------ Data

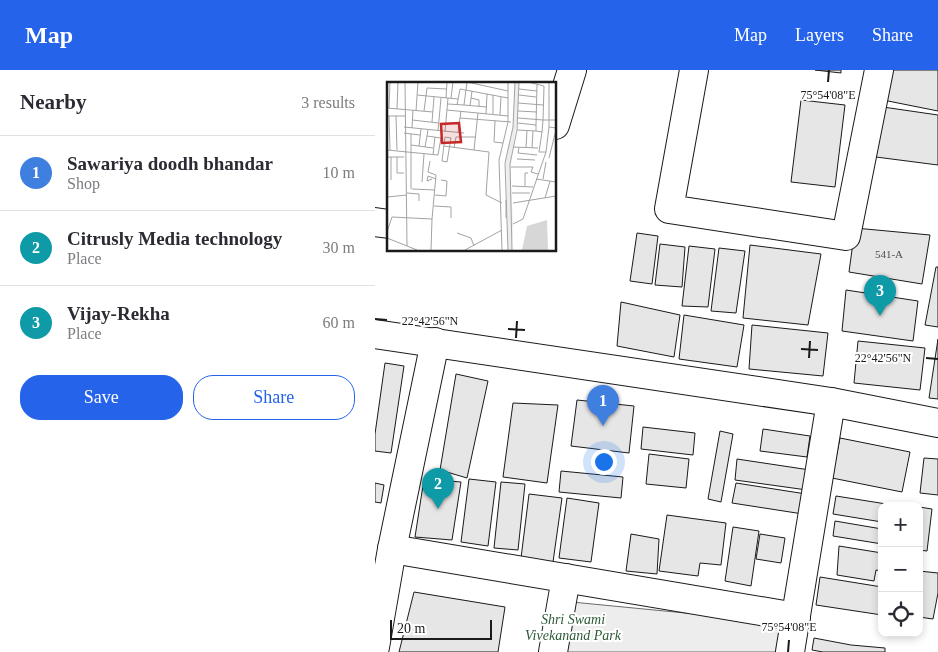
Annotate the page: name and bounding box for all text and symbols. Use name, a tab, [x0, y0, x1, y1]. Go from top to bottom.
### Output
text: Map	[25, 22, 73, 48]
text: Map	[734, 25, 767, 45]
text: Layers	[795, 25, 844, 45]
text: Share	[872, 25, 913, 45]
inset map	[387, 82, 556, 251]
text: 75°54'08"E	[800, 88, 856, 102]
text: Nearby	[20, 90, 87, 114]
text: 3 results	[301, 94, 355, 111]
text: Sawariya doodh bhandar	[67, 153, 273, 174]
text: 1	[32, 164, 40, 181]
text: 10 m	[323, 164, 355, 181]
text: Shop	[67, 175, 100, 192]
text: Citrusly Media technology	[67, 228, 282, 249]
text: 2	[32, 239, 40, 256]
text: 30 m	[323, 239, 355, 256]
house number: 541-A	[875, 248, 903, 260]
text: Place	[67, 250, 102, 267]
pin: 3	[864, 275, 896, 316]
text: Vijay-Rekha	[67, 303, 170, 324]
text: 3	[32, 314, 40, 331]
text: 60 m	[323, 314, 355, 331]
text: 22°42'56"N	[402, 314, 459, 328]
text: Place	[67, 325, 102, 342]
text: 22°42'56"N	[855, 351, 912, 365]
button: Save	[20, 375, 183, 420]
button: Share	[193, 375, 355, 420]
pin: 1	[587, 385, 619, 426]
your location	[591, 449, 617, 475]
pin: 2	[422, 468, 454, 509]
map controls	[878, 502, 923, 637]
button: +	[878, 502, 923, 547]
button: −	[878, 547, 923, 592]
button: locate	[878, 592, 923, 637]
park label: Shri Swami Vivekanand Park	[525, 612, 622, 643]
scale bar	[390, 617, 493, 640]
text: 75°54'08"E	[761, 620, 817, 634]
text: 20 m	[397, 621, 425, 636]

------------

Exercise goal => Only the lines with the string "Share" are wanted; pick them out of the records above and copy them.

Solution =>
text: Share	[872, 25, 913, 45]
button: Share	[193, 375, 355, 420]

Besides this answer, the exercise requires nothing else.